# Problem to solve
Go through the records and copy each line where the string "green" occurs.

# Information given
::::

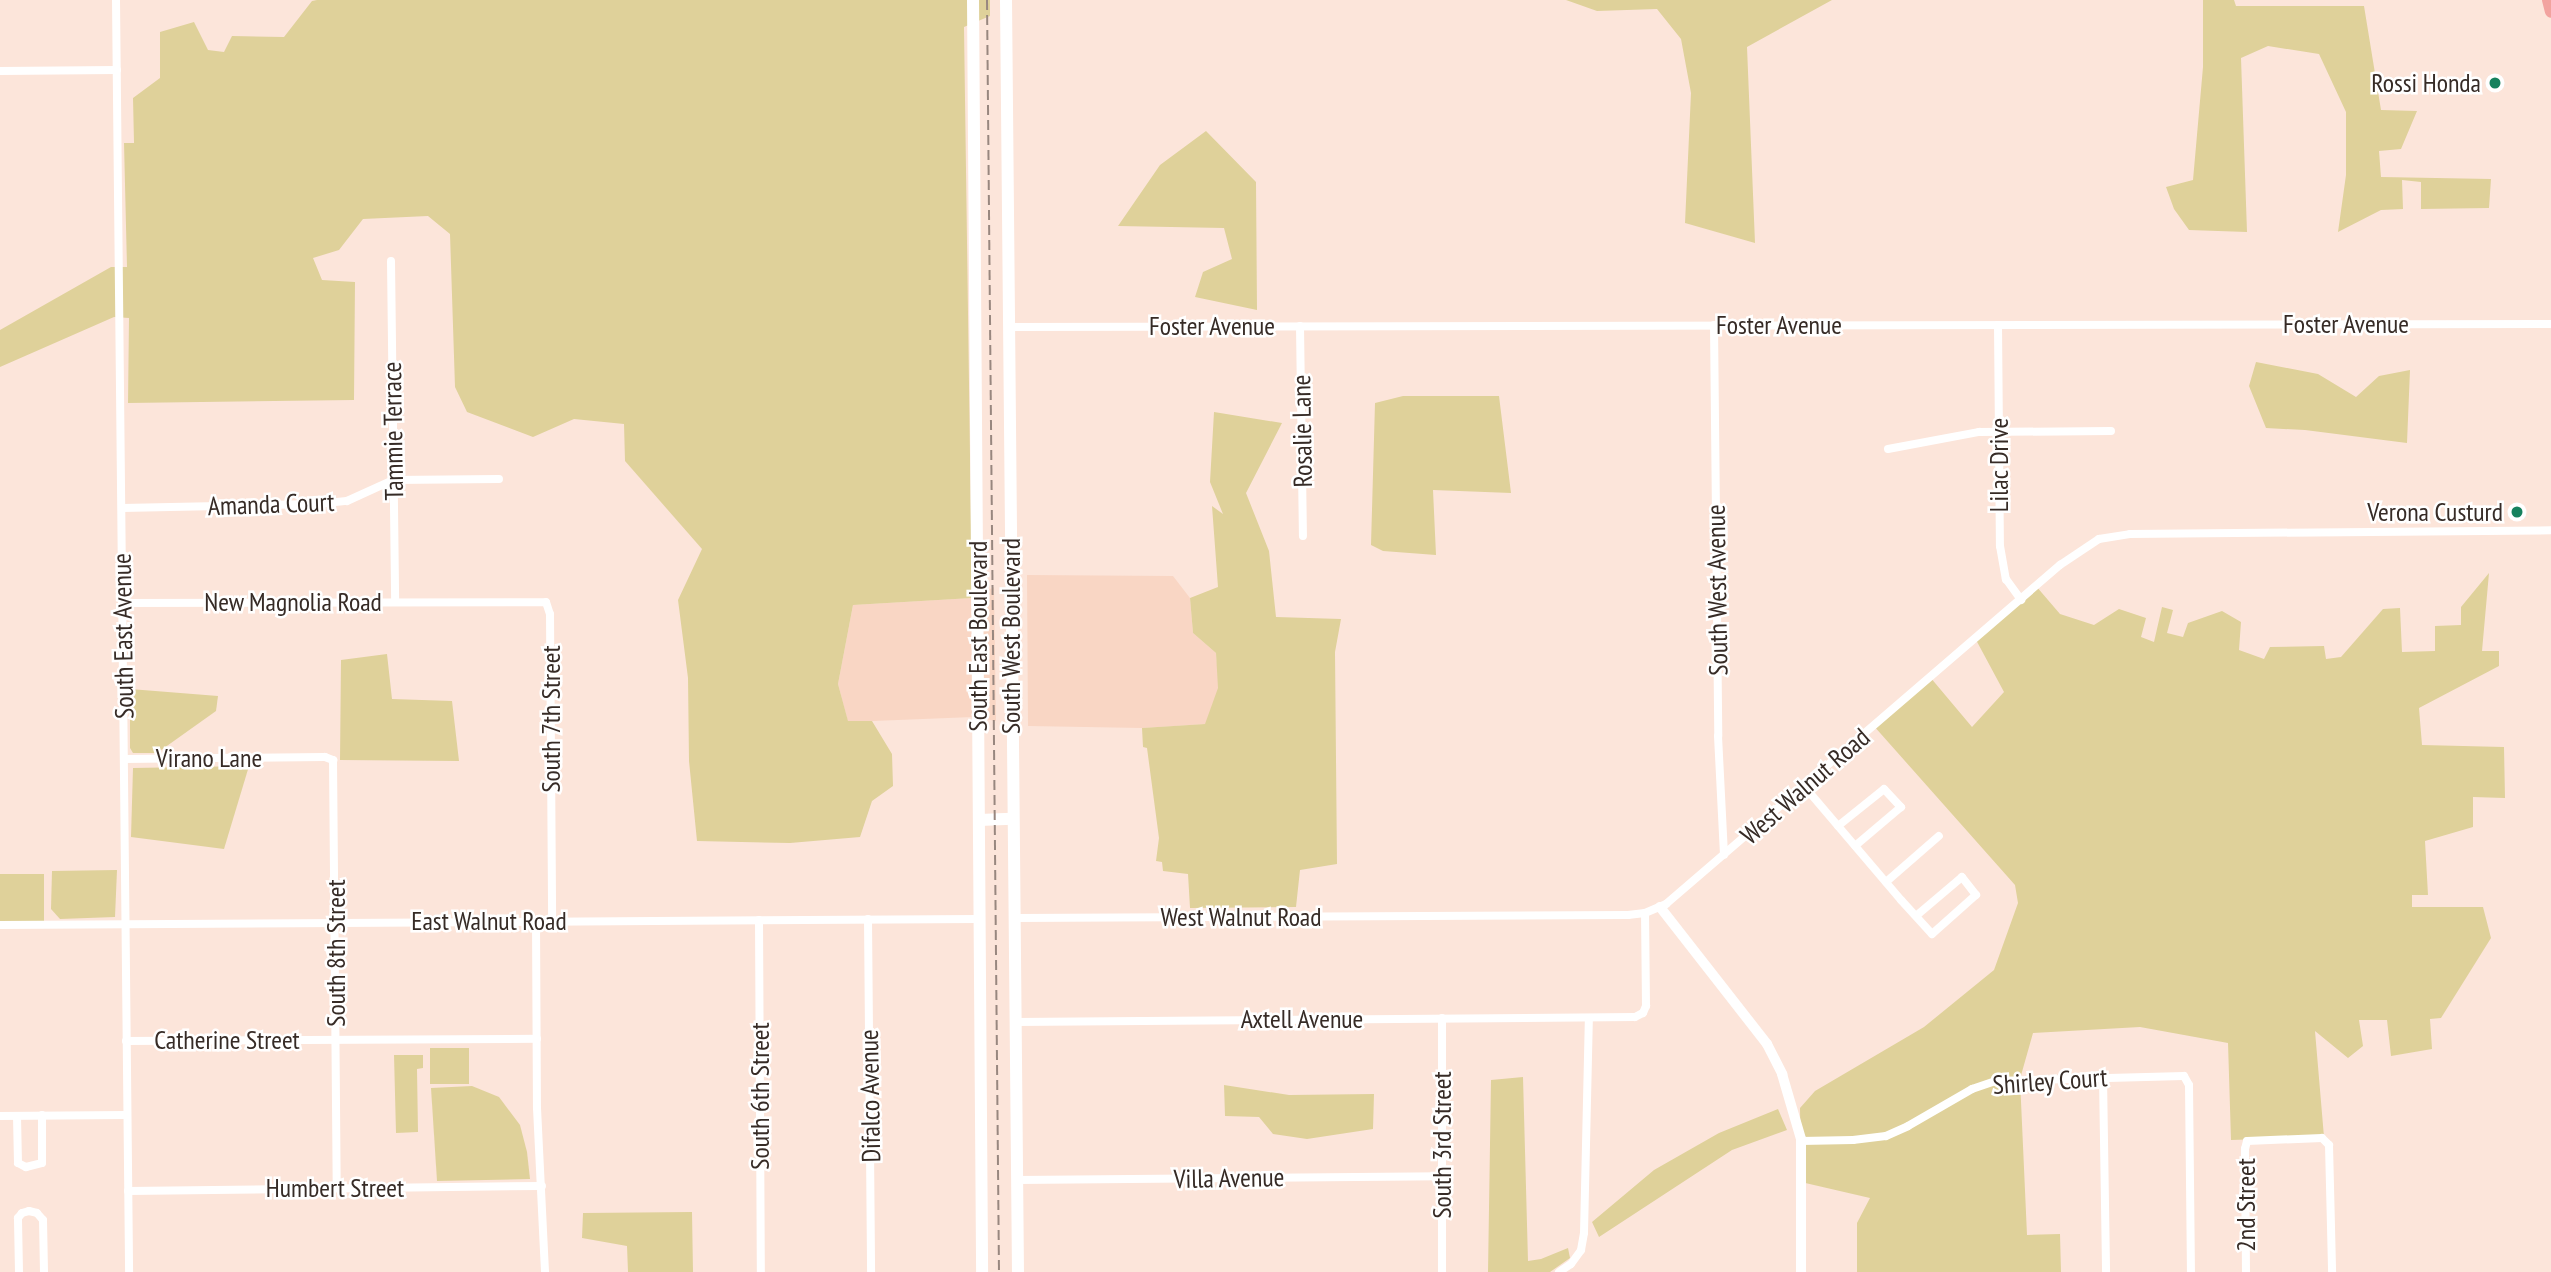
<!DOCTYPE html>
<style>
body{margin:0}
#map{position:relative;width:2551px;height:1272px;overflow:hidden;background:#fce5da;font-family:"PT Sans Narrow",sans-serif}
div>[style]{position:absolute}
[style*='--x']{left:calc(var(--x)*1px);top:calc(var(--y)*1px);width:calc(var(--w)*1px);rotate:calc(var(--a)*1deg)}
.built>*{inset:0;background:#f9d6c4}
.green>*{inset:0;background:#dfd19a;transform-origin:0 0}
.minor>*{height:8px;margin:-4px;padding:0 4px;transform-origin:4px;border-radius:4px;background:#fff}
.tertiary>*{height:10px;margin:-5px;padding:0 5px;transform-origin:5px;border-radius:5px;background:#fff}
.secondary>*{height:12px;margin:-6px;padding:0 6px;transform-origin:6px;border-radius:6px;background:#fff}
.primary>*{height:12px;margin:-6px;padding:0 6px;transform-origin:6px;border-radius:6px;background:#f2a39f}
.rail>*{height:2px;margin-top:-1px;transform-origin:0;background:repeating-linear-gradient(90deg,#98877f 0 10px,transparent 0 15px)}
.dots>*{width:19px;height:19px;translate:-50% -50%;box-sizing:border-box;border:4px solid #fff;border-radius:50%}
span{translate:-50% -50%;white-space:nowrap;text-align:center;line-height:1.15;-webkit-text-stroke:5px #fff;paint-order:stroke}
.poi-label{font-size:26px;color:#362b26}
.right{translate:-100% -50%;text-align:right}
.street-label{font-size:26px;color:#362b26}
</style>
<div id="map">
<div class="built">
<i style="clip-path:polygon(1027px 575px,1173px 576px,1190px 598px,1193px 633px,1216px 653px,1222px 723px,1142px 728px,1028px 726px)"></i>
<i style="clip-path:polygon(994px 587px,996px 721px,973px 717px,848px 722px,838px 684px,853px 605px,972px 598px)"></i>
</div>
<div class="green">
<i style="clip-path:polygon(317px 0,990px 0,990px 16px,964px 27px,972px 598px,853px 605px,838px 684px,848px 721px,872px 721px,892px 754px,893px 786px,872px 801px,860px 837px,790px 843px,697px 841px,689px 761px,688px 678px,678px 600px,702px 549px,625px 461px,624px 424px,574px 419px,533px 437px,467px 412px,455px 387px,450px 234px,428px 216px,363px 219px,339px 250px,313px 258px,322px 280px,355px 282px,354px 400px,128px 403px,129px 318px,114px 317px,0 367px,0 330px,111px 267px,127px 267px,124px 143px,134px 143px,133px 98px,160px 78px,160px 32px,194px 22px,208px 50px,224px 52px,232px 36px,284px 37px,312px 1px)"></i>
<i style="clip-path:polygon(1566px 0,1832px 0,1747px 47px,1755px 243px,1685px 223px,1691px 93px,1681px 39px,1657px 9px,1597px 11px)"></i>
<i style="clip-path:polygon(2203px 0,2234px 0,2236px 6px,2364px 6px,2381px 110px,2417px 111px,2401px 149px,2379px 151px,2381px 177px,2491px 179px,2489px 208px,2421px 209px,2421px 182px,2402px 180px,2403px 209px,2381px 210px,2338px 232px,2346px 175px,2346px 112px,2319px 54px,2268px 46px,2241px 58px,2247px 232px,2189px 230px,2174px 209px,2166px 187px,2193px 180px,2203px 67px)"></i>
<i style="clip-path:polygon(1206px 131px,1256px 182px,1257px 310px,1195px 297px,1203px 272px,1232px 259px,1224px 228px,1118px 226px,1160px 165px)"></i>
<i style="clip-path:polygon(2256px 362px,2318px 374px,2356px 397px,2379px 376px,2410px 370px,2407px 443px,2305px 430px,2266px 428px,2249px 386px)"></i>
<i style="clip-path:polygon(1403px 396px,1499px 396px,1511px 493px,1433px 490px,1436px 555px,1383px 551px,1371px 545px,1375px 403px)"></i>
<i style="clip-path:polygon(1214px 412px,1282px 423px,1246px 493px,1269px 551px,1276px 617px,1341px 619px,1335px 652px,1337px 864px,1300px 870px,1296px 907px,1190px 908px,1188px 874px,1163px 871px,1162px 862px,1156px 861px,1159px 838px,1147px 748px,1143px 747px,1142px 728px,1205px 724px,1218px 688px,1216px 653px,1193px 633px,1190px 598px,1218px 587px,1212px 506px,1223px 514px,1210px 482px)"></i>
<i style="clip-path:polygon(2489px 573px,2482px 651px,2499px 651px,2499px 666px,2419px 708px,2422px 745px,2504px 747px,2505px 798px,2473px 797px,2473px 827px,2425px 841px,2428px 895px,2412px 895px,2412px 907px,2483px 907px,2491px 938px,2441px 1018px,2430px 1019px,2432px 1049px,2391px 1056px,2387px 1020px,2359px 1020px,2363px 1046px,2348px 1058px,2315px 1031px,2324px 1137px,2231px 1140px,2228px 1043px,2140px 1027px,2033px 1033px,2020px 1079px,2027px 1235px,2060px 1234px,2061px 1272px,1857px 1272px,1857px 1223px,1870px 1198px,1801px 1182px,1800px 1108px,1815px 1091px,1924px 1027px,1994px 970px,2018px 903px,2015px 885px,1873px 725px,1930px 677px,1972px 727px,2004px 692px,1975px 638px,2036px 586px,2060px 614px,2094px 625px,2119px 609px,2146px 618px,2141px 637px,2154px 642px,2162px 607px,2173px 610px,2167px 633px,2183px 637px,2188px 623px,2222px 611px,2241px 622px,2239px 650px,2264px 659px,2270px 647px,2324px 646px,2326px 659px,2341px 657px,2383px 609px,2400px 608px,2402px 652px,2435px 651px,2435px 626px,2461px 625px,2461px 607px)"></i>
<i style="clip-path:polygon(387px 654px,392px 699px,452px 701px,459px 761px,340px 760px,341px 660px)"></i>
<i style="clip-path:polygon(130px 689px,218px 696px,216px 711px,157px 753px,133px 753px,130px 748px)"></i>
<i style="clip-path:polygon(249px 766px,224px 849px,131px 837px,133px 768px)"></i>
<i style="clip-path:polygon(117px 870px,115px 917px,60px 919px,51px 909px,52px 871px)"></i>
<i style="left:0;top:874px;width:44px;height:47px"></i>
<i style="left:430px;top:1048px;width:39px;height:36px"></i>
<i style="clip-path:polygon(394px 1055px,423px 1055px,423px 1068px,417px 1069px,418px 1132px,396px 1133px)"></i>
<i style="clip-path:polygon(1523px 1077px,1528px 1261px,1541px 1259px,1568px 1248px,1570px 1258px,1550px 1272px,1488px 1272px,1491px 1080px)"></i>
<i style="clip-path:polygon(1224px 1085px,1289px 1095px,1374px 1094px,1373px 1129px,1307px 1139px,1273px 1134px,1259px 1117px,1225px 1116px)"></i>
<i style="clip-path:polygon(472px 1086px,499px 1097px,520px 1125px,527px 1152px,530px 1179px,437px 1181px,431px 1088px)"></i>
<i style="clip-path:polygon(1778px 1109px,1787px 1130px,1732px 1150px,1599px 1237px,1592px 1222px,1654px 1170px,1719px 1133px)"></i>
<i style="clip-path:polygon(692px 1212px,693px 1272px,628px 1272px,627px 1246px,582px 1238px,583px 1213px)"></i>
</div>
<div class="minor">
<i style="--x:116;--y:0;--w:1272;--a:89.41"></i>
<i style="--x:0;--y:71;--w:117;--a:-0.5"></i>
<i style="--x:391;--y:261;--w:340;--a:89.3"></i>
<i style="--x:1714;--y:325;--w:411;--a:89.4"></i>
<i style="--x:1718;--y:736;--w:119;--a:87.1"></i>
<i style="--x:1998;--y:325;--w:221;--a:89.5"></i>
<i style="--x:2000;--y:546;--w:34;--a:80"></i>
<i style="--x:2006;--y:579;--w:26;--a:54"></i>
<i style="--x:1300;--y:326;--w:210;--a:89.2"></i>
<i style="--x:1008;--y:327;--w:1543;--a:-0.11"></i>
<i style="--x:1888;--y:449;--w:93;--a:-10.6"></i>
<i style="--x:1979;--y:432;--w:132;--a:-0.4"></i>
<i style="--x:122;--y:508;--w:195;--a:-1.2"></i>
<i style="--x:317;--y:504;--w:30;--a:-6"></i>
<i style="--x:347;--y:501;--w:51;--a:-24.5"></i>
<i style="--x:393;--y:480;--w:106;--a:-0.5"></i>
<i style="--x:122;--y:603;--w:424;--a:-0.1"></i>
<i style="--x:546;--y:602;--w:13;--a:72"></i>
<i style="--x:550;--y:614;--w:307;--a:89.6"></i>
<i style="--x:124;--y:759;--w:201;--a:-0.6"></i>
<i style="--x:325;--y:757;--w:9;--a:21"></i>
<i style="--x:333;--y:760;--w:428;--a:89.5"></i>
<i style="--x:1804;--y:786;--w:150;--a:49.6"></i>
<i style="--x:1901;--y:900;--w:46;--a:47.6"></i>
<i style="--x:1932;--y:934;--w:59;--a:-41.6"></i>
<i style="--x:1976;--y:895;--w:23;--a:-128"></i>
<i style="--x:1962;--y:877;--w:60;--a:139.7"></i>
<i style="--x:1838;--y:826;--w:59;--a:-38.8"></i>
<i style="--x:1884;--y:789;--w:25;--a:47"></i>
<i style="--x:1901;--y:807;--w:60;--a:139.7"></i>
<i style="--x:1886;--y:882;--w:70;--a:-41"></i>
<i style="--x:1013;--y:918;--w:615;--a:-0.28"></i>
<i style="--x:1628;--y:915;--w:17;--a:-7"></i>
<i style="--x:1645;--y:913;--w:23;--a:-23"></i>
<i style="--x:1666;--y:904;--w:520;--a:-40.71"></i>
<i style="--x:2060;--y:565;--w:47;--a:-33.7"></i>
<i style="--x:2099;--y:539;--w:31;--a:-9"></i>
<i style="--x:2130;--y:534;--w:421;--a:-0.5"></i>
<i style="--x:868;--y:919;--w:353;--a:89.5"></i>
<i style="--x:759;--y:920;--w:352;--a:89.7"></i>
<i style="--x:536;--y:921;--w:187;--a:89.7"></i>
<i style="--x:537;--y:1108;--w:164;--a:87.2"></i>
<i style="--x:0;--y:925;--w:978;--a:-0.35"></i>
<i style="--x:1015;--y:1022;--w:620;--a:-0.46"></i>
<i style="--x:1635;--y:1017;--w:9;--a:-27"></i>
<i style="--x:1643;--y:1013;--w:8;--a:-67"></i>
<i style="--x:1646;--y:1006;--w:93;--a:-90.6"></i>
<i style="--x:126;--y:1041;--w:411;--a:-0.3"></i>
<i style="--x:2103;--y:1077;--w:195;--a:89.1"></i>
<i style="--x:0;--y:1116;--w:127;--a:-0.5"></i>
<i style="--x:17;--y:1116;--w:47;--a:88.8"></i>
<i style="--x:18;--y:1163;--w:9;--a:27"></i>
<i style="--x:26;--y:1167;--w:16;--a:-14"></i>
<i style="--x:42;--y:1163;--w:48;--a:-90"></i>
<i style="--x:1801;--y:1141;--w:52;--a:-1.1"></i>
<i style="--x:1853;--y:1140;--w:33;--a:-7"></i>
<i style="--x:1886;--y:1136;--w:24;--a:-24"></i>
<i style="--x:1908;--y:1126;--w:74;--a:-30"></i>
<i style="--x:1972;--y:1089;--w:24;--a:-19"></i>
<i style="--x:1995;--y:1081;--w:189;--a:-1.5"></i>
<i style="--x:2184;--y:1076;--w:10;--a:61"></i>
<i style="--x:2189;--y:1085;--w:187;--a:89.4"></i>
<i style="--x:1017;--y:1180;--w:425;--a:-0.5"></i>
<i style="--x:128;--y:1191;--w:414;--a:-0.7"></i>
<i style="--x:19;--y:1272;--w:54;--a:-91.1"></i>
<i style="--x:18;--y:1218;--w:6;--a:-51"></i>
<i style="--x:22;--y:1213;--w:7;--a:-16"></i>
<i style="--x:29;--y:1211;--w:8;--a:14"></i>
<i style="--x:37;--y:1213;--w:9;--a:49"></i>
<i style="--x:43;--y:1220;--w:52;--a:88.9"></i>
<i style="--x:1442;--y:1272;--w:254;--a:-90"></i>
<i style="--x:1559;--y:1272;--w:14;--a:-34"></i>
<i style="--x:1571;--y:1264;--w:17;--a:-54"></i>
<i style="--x:1581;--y:1250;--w:17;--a:-80"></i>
<i style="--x:1584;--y:1233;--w:215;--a:-88.7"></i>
<i style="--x:2246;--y:1272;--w:123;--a:-90.5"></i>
<i style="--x:2245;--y:1149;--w:8;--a:-76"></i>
<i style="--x:2247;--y:1141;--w:75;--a:-2.3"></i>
<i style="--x:2322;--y:1138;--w:10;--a:45"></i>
<i style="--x:2329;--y:1145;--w:127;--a:88.6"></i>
</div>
<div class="tertiary">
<i style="--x:1660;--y:907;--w:174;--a:52"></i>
<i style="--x:1767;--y:1044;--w:34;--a:63"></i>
<i style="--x:1782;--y:1074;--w:68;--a:73.7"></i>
<i style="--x:1801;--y:1139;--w:133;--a:90"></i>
</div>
<div class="secondary">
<i style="--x:973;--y:0;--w:1272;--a:89.59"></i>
<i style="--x:1006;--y:0;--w:1272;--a:89.46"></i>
<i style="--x:979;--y:820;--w:33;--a:-2"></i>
</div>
<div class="primary">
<i style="--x:2548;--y:0;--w:12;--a:76"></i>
</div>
<div class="rail">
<i style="--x:987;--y:0;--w:1272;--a:89.46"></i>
</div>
<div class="dots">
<i style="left:2495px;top:83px;background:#16815d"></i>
<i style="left:2517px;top:512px;background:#16815d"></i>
</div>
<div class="poi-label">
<span class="right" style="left:2481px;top:83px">Rossi Honda</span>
<span class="right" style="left:2503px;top:512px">Verona Custurd</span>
</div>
<div class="street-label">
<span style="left:2346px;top:324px">Foster Avenue</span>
<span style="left:1779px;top:325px">Foster Avenue</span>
<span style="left:1212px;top:326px">Foster Avenue</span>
<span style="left:393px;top:431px;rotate:-91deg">Tammie Terrace</span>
<span style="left:1302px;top:431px;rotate:-91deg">Rosalie Lane</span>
<span style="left:1999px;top:465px;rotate:-90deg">Lilac Drive</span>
<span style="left:271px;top:504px;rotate:-2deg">Amanda Court</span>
<span style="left:1717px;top:590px;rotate:-91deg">South West Avenue</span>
<span style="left:293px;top:602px">New Magnolia Road</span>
<span style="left:123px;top:636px;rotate:-91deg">South East Avenue</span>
<span style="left:978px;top:636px;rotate:-90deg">South East Boulevard</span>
<span style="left:1011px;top:636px;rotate:-90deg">South West Boulevard</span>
<span style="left:551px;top:719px;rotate:-90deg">South 7th Street</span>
<span style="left:209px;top:758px">Virano Lane</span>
<span style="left:1805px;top:786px;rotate:-41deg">West Walnut Road</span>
<span style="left:1241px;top:917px">West Walnut Road</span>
<span style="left:489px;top:921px">East Walnut Road</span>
<span style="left:336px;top:953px;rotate:-90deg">South 8th Street</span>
<span style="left:1302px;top:1019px">Axtell Avenue</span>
<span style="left:227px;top:1040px">Catherine Street</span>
<span style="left:2050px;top:1081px;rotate:-4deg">Shirley Court</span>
<span style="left:760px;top:1096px;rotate:-90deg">South 6th Street</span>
<span style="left:870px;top:1096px;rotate:-91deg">Difalco Avenue</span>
<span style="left:1442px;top:1145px;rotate:-90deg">South 3rd Street</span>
<span style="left:1229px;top:1178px;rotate:-1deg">Villa Avenue</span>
<span style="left:335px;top:1188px">Humbert Street</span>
<span style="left:2246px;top:1205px;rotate:-90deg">2nd Street</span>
</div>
</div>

::::

# Answer space
.green>*{inset:0;background:#dfd19a;transform-origin:0 0}
<div class="green">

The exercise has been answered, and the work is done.